The debate over dual pricing on personal lines raged last year, with a small group of brokers referring the issue of dual pricing of motor insurance to the Office of Fair Trading (OFT).

The brokers wanted the practice condemned under the Competition Act 1998.

The OFT, however, dealt a hammer blow to the brokers by dismissing their complaints. And it added that insurers setting up cheaper direct operations was good for the customer.

Gordon Herbert of the OFT's competition policy division said at the time that "products sold through brokers will not always be directly comparable with products sold through insurers' direct operations and it is to be expected that any difference in the level of cover provided will affect the premiums offered."

He accused complainants of using wild examples rather than more standard ones and pointed out that some price differentials favour the broker channel, which still accounts for the bulk of the motor market.

He added: "We have not found any evidence that insurers are subsidising products sold through their direct channels from their intermediary business."

Even where price differentials did exist on a like-for-like basis, Herbert said that they were justified: "There is no evidence that these differences are unjustified or seek to discriminate against the intermediary channel."
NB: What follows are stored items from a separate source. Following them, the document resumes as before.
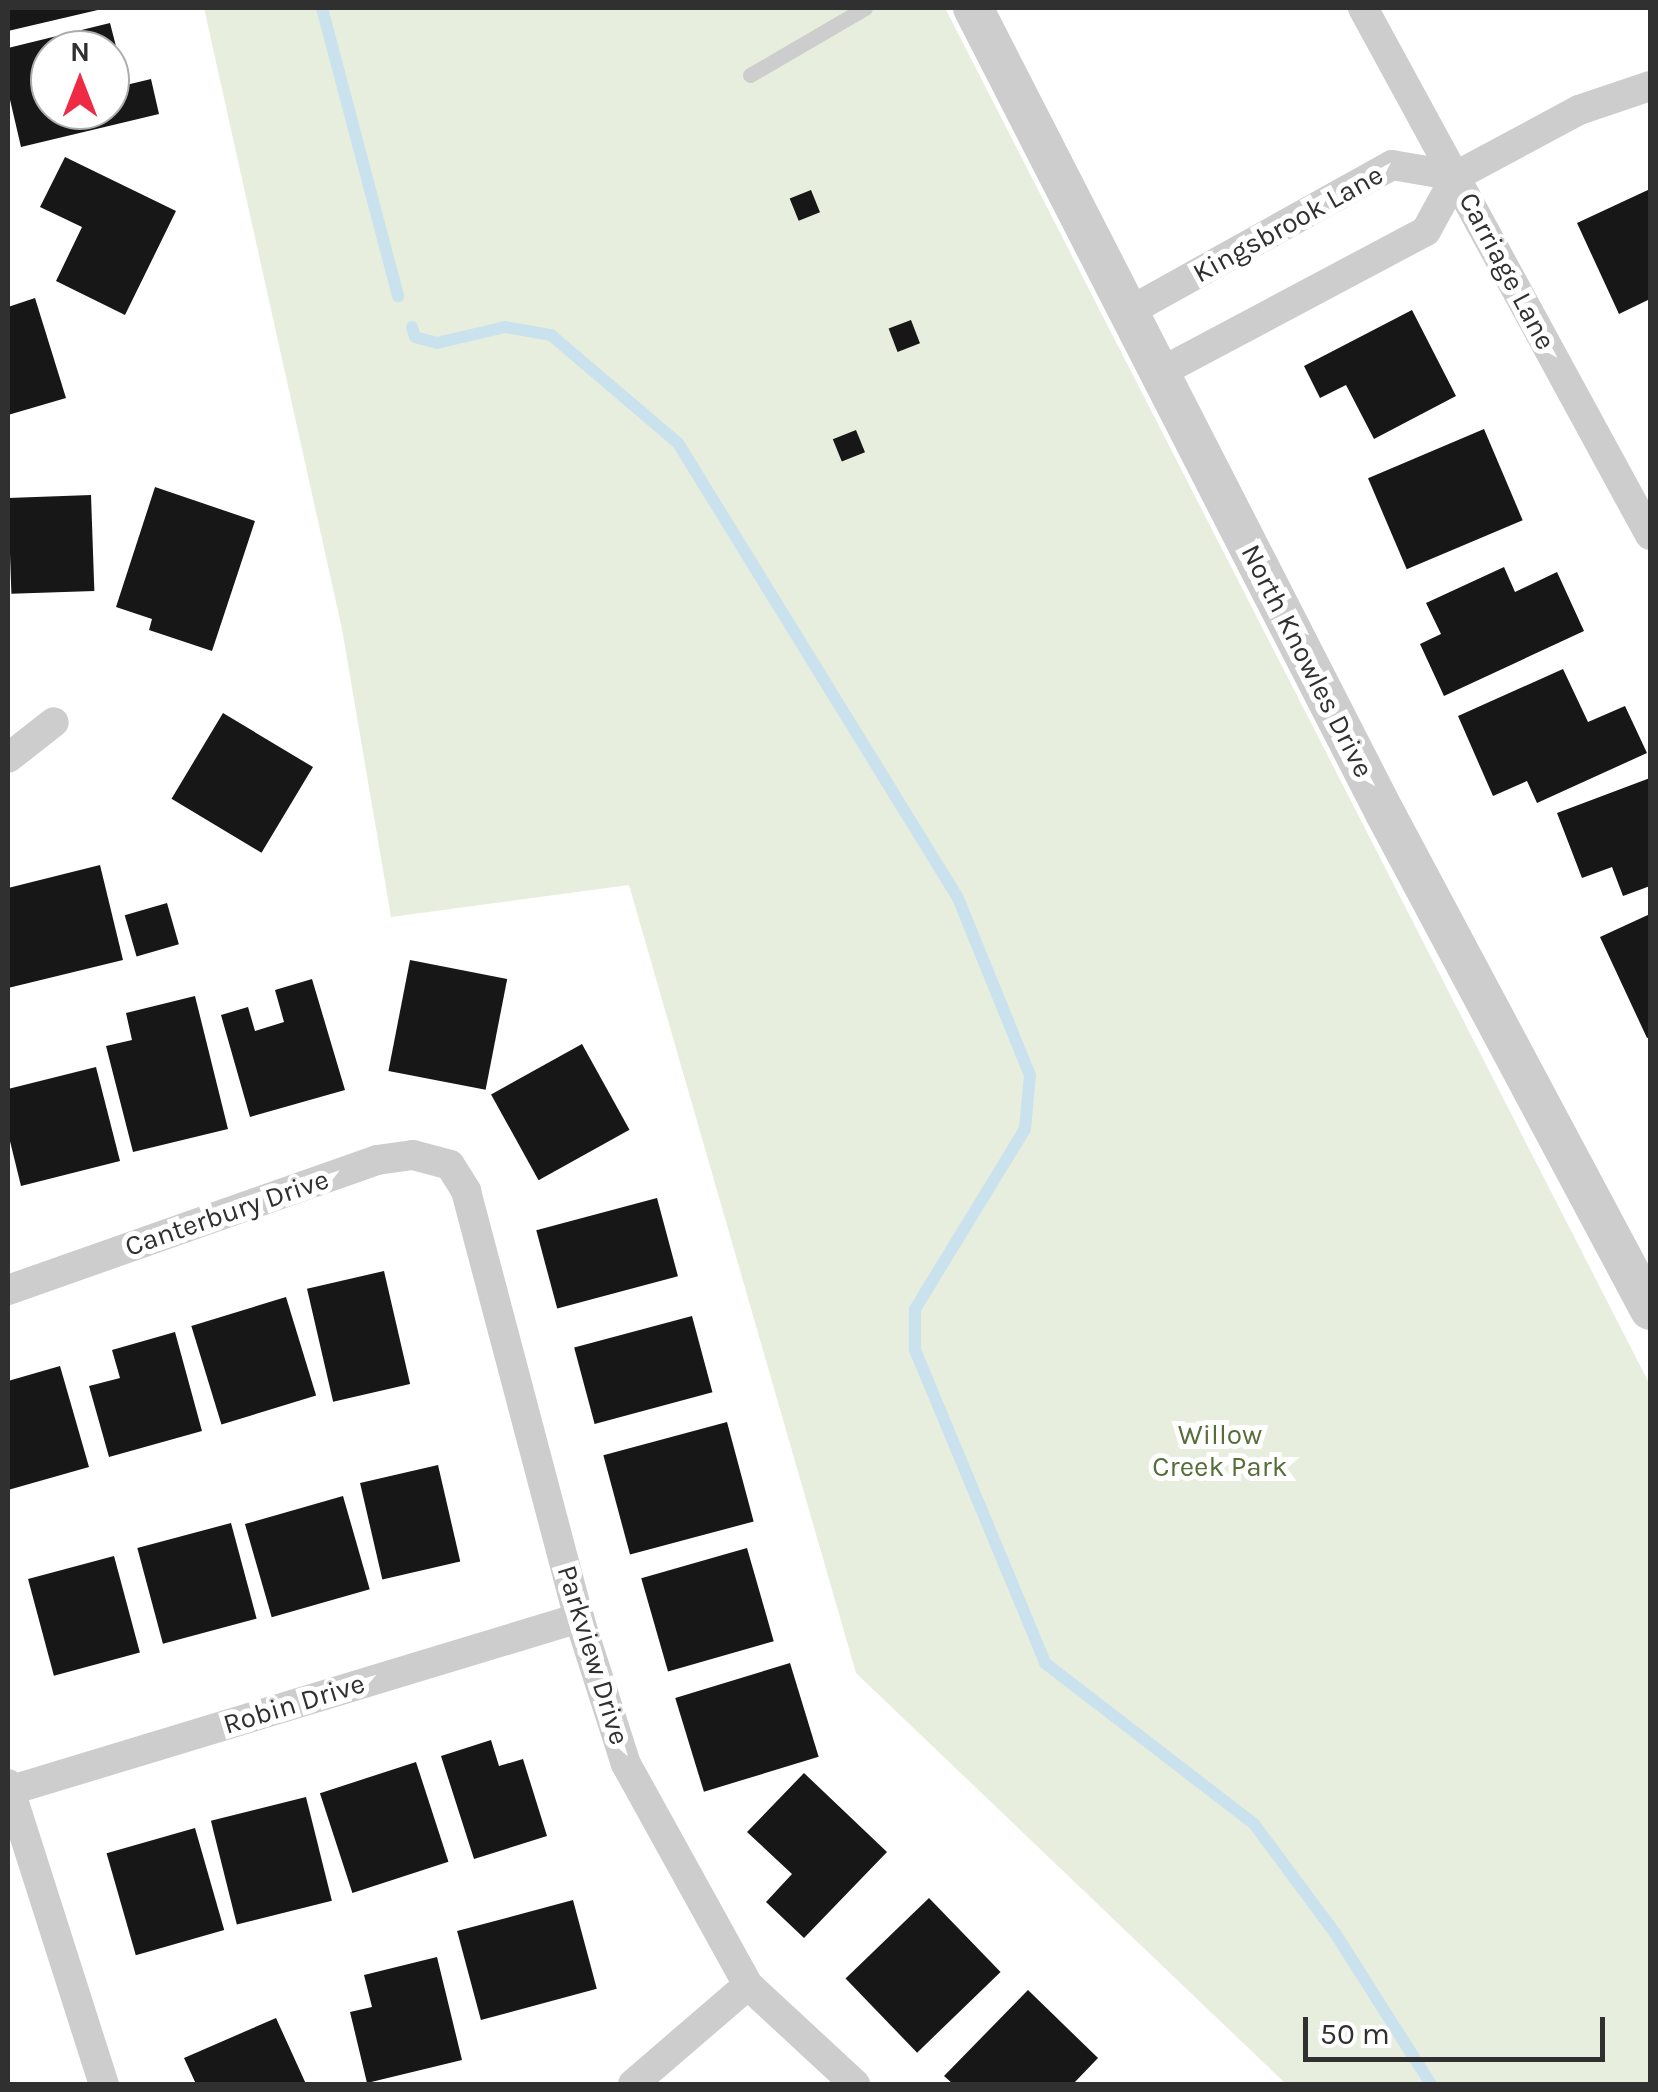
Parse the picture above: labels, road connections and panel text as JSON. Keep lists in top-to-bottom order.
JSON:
{
  "streets": {
    "street": [
      "Kingsbrook Lane",
      "Carriage Lane",
      "North Knowles Drive",
      "Canterbury Drive",
      "Parkview Drive",
      "Robin Drive"
    ]
  },
  "crossings": [
    ["Kingsbrook Lane", "Carriage Lane"],
    ["Kingsbrook Lane", "North Knowles Drive"],
    ["Canterbury Drive", "Parkview Drive"],
    ["Parkview Drive", "Robin Drive"]
  ],
  "parks": ["Willow Creek Park"],
  "scale_bar": "50 m",
  "north": "top"
}
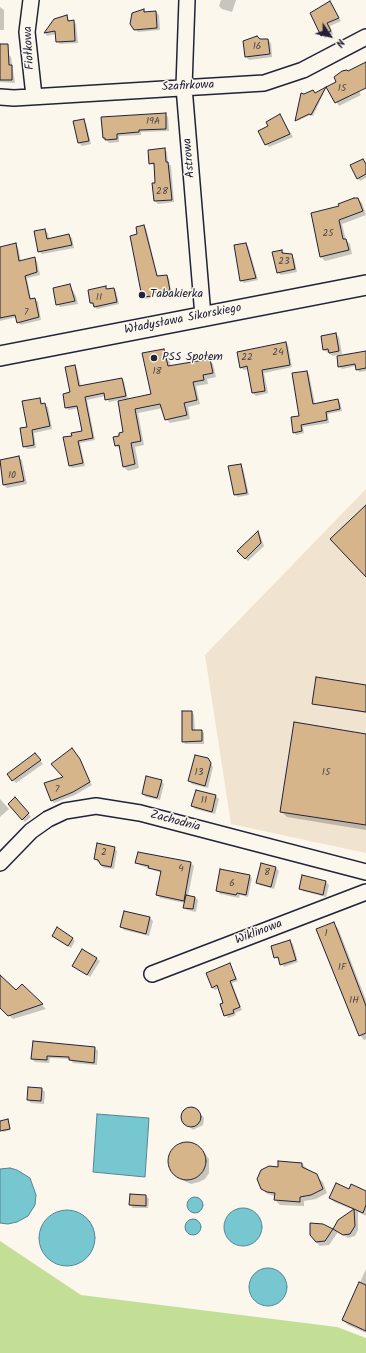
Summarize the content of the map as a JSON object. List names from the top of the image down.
{
  "streets": {
    "main road": ["Władysława Sikorskiego"],
    "street": [
      "Fiołkowa",
      "Szafirkowa",
      "Astrowa",
      "Zachodnia",
      "Wiklinowa"
    ]
  },
  "crossings": [
    ["Fiołkowa", "Szafirkowa"],
    ["Szafirkowa", "Astrowa"],
    ["Astrowa", "Władysława Sikorskiego"]
  ],
  "places": ["Tabakierka", "PSS Społem"],
  "house_numbers": [
    "16",
    "15",
    "19A",
    "28",
    "25",
    "23",
    "11",
    "7",
    "24",
    "22",
    "18",
    "10",
    "13",
    "15",
    "7",
    "11",
    "2",
    "4",
    "8",
    "6",
    "1",
    "1F",
    "1H"
  ],
  "north": "bottom right"
}
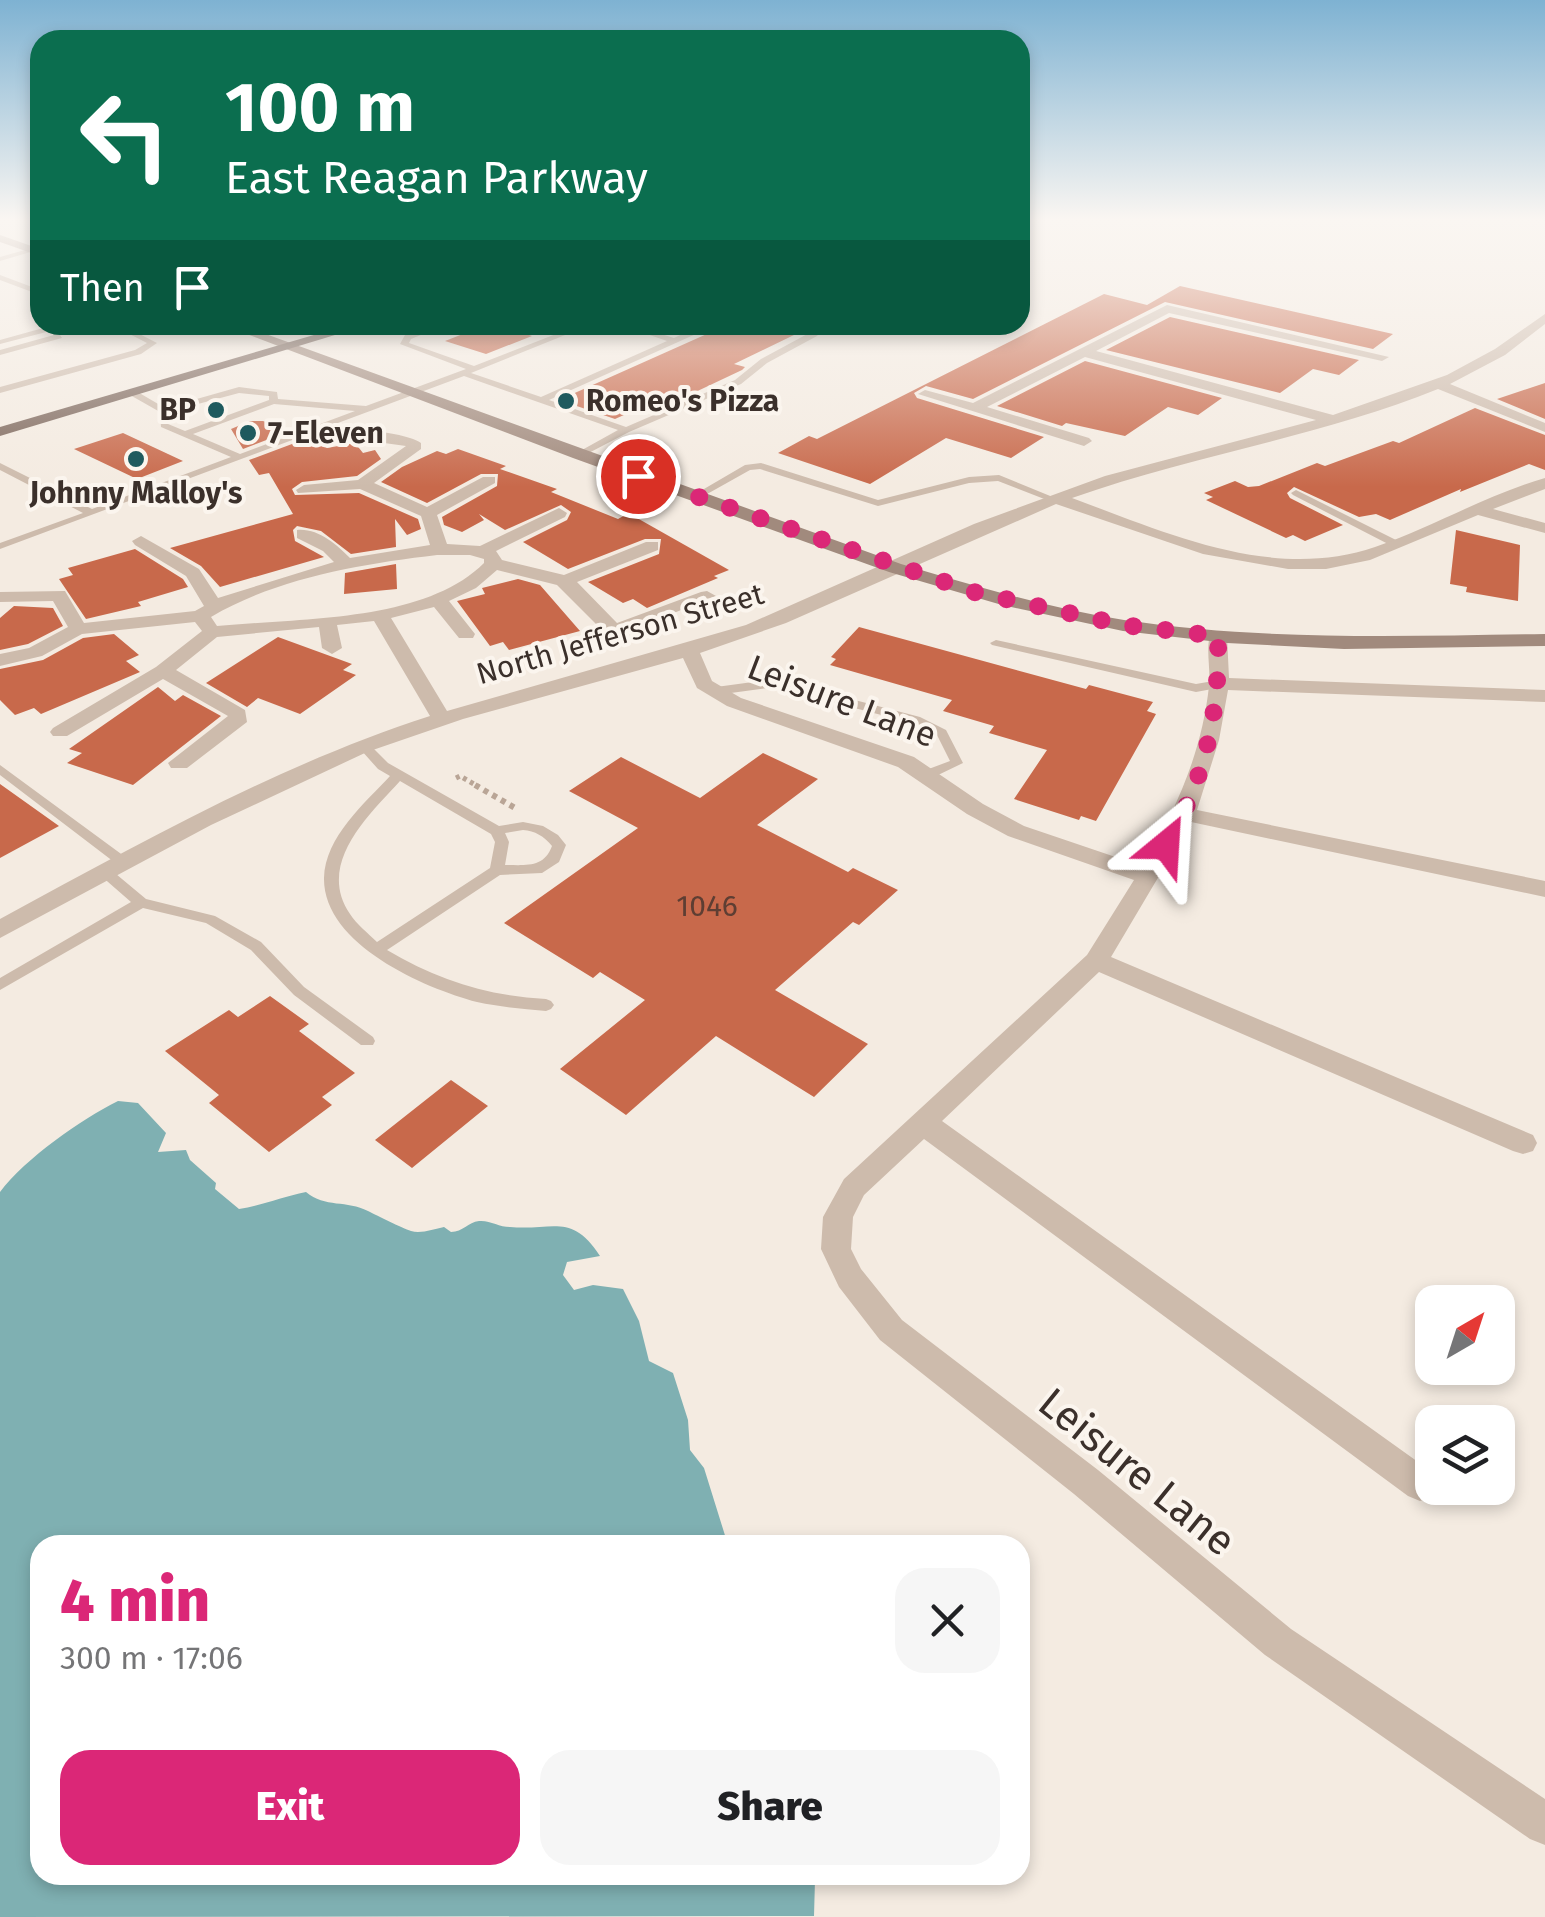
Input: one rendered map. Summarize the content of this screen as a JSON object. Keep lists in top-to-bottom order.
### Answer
{
  "streets": {
    "street": ["North Jefferson Street", "Leisure Lane"]
  },
  "crossings": [
    ["North Jefferson Street", "Leisure Lane"]
  ],
  "places": [
    "Romeo's Pizza",
    "BP",
    "7-Eleven",
    "Johnny Malloy's"
  ],
  "house_numbers": ["1046"],
  "north": "top right",
  "page": {
    "turn": ["100 m", "East Reagan Parkway"],
    "then": "Then",
    "heading": ["4 min", "300 m · 17:06"],
    "buttons": ["Exit", "Share"]
  }
}
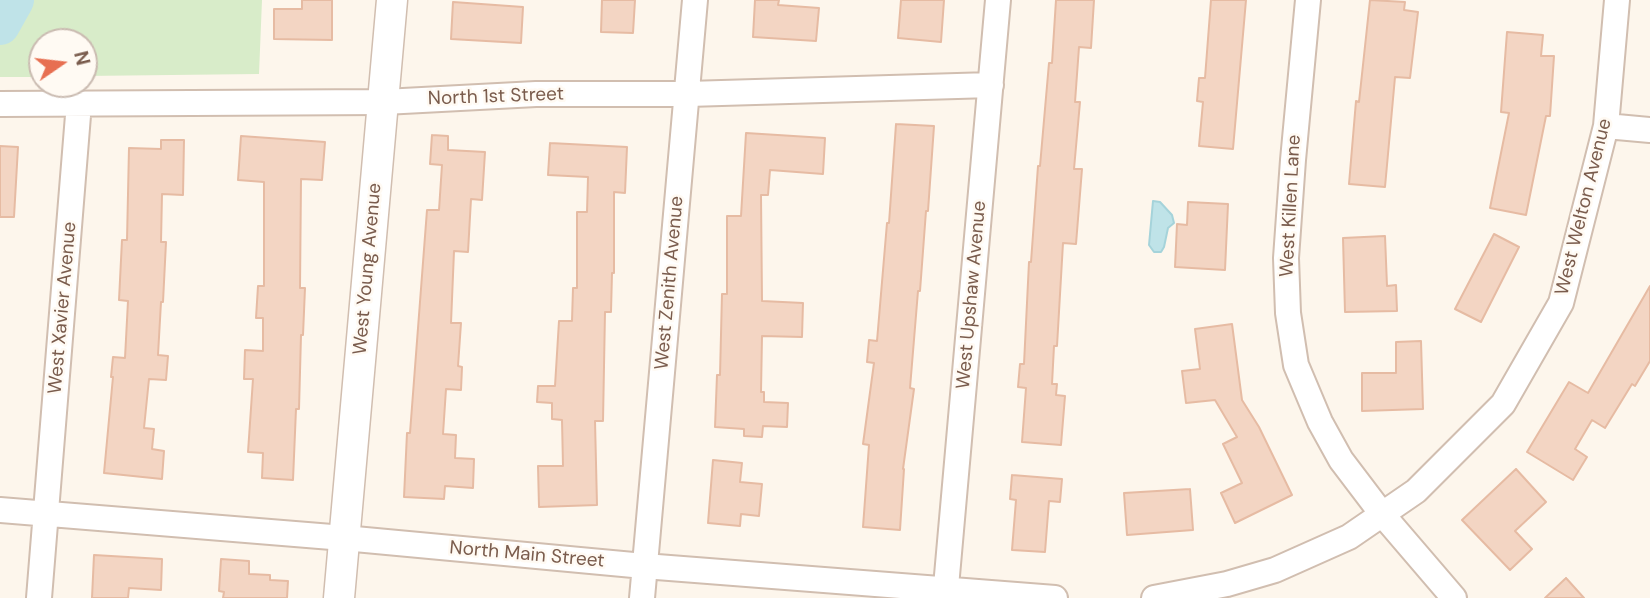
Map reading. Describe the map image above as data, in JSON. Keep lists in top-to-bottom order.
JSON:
{
  "streets": {
    "street": [
      "North 1st Street",
      "West Killen Lane",
      "West Welton Avenue",
      "West Young Avenue",
      "West Zenith Avenue",
      "West Upshaw Avenue",
      "West Xavier Avenue",
      "North Main Street"
    ]
  },
  "crossings": [
    ["North 1st Street", "West Young Avenue"],
    ["North 1st Street", "West Zenith Avenue"],
    ["North 1st Street", "West Upshaw Avenue"],
    ["North 1st Street", "West Xavier Avenue"],
    ["West Killen Lane", "West Welton Avenue"],
    ["West Young Avenue", "North Main Street"],
    ["West Zenith Avenue", "North Main Street"],
    ["West Upshaw Avenue", "North Main Street"],
    ["West Xavier Avenue", "North Main Street"]
  ],
  "north": "right"
}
Despite the decision the debate raged and was further fuelled in December when Royal & Sunalliance's direct arm sent letters out to micro-businesses already insured through brokers saying "no middleman, so the price you pay is lower."

RSA Business Insurance Direct had posted 40,000 letters and at the time another 40,000 were ready to be sent out. The company's commercial development director Rod Kitchen insisted the letters were not a marketing campaign but a "test."

Brokers groups rounded on RSA but Kitchen insisted that the bulk of commercial business would still come through the broker channel.